Profile Likelihoods

Whenever the parameter space of a non-linearly parametrized model is high-dimensional, computing exact confidence regions via integral curves becomes increasingly difficult and time intensive. Moreover, it becomes more likely that not all the parameters are sufficiently informed by the available data for the confidence regions of levels $1 \sigma$ or $2 \sigma$ to be bounded. Therefore, a popular alternative for the individual uncertainty assessments of the model parameters $\theta \in \mathcal{M}$ is given by the profile likelihood.
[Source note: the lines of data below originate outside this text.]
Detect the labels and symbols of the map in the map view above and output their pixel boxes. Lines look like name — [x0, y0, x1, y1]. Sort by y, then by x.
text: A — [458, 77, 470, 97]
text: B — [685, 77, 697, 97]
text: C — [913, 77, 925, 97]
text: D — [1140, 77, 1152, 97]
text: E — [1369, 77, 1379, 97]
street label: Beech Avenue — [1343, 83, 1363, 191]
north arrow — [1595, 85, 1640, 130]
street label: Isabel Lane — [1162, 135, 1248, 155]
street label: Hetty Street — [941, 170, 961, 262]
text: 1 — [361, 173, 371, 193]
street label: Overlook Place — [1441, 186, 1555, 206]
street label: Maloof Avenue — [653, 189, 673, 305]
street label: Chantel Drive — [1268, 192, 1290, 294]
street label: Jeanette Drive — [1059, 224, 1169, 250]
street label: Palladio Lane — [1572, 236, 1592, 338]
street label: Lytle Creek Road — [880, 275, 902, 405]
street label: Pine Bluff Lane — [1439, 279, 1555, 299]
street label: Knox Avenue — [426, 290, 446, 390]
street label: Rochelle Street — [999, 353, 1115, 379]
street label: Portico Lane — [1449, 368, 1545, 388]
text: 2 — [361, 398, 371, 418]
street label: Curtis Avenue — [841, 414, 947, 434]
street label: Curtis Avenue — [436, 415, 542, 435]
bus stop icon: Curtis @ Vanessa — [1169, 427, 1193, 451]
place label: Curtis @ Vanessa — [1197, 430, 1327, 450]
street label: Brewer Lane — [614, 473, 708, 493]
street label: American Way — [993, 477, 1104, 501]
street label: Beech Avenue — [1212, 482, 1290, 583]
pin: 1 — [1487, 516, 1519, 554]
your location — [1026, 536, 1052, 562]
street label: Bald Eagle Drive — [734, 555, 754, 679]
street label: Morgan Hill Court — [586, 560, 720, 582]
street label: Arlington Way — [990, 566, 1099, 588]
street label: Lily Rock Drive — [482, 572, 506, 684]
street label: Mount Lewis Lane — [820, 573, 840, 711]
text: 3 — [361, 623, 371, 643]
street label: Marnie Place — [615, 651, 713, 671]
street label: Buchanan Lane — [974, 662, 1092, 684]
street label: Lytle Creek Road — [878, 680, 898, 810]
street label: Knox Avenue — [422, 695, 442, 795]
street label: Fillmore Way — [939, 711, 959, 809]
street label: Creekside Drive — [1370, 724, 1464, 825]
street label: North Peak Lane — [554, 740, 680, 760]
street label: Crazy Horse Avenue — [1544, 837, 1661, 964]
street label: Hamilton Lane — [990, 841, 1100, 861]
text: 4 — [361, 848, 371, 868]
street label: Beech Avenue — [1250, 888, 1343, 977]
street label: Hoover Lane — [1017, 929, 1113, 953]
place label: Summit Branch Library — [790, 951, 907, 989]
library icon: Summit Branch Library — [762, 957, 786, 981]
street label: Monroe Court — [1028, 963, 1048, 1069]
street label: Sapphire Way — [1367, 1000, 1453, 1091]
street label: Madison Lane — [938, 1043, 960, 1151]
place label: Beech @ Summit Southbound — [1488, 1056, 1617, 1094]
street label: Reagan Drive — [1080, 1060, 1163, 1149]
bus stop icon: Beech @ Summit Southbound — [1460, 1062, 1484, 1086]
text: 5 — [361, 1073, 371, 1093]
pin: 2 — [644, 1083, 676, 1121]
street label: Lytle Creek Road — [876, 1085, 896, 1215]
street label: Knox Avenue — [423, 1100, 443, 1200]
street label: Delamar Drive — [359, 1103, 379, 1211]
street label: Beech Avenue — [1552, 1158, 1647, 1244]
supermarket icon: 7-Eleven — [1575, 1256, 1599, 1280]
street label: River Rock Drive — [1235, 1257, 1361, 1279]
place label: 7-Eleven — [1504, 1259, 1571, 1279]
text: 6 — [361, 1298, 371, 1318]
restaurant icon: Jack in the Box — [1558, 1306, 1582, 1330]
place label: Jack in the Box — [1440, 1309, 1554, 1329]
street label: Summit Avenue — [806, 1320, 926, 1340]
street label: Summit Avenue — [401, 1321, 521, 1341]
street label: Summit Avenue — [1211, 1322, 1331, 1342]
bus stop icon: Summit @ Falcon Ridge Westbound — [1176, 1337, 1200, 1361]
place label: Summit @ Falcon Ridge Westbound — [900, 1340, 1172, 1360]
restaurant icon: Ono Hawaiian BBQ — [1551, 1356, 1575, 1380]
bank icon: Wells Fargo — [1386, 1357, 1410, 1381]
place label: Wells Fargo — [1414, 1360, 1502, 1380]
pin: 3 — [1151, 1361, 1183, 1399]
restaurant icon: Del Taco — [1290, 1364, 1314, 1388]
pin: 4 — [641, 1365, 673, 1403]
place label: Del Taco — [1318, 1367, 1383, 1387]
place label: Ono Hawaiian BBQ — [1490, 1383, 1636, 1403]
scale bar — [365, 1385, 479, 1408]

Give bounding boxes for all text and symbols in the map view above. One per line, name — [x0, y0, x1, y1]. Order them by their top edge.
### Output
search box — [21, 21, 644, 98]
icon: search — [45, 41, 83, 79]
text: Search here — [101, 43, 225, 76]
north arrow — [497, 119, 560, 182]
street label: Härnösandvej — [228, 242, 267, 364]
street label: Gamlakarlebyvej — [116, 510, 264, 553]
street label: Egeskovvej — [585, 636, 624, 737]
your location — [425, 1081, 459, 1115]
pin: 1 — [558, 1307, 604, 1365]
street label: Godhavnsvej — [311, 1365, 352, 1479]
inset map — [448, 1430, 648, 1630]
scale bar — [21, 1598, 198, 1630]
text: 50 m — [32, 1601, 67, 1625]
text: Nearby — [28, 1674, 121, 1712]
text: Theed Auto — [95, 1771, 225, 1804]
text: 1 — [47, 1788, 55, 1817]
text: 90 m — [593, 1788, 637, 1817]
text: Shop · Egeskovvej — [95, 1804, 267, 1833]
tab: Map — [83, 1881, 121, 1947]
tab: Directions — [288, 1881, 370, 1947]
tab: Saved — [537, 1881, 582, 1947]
In essence, the profile likelihood simply constitutes a projection of the high-dimensional simultaneous confidence region onto the individual parameter directions. As a result, although there may be directions in which a given confidence region is not bounded since the associated parameter component is insufficiently informed by the data, the remaining directions in which the confidence region is bounded are unaffected. Thus, the one-dimensional profile likelihoods provide a convenient and exact summary of the individual uncertainties associated with the model parameters.

For an in-depth discussion of the theory underlying the profile likelihood, see e.g. this article.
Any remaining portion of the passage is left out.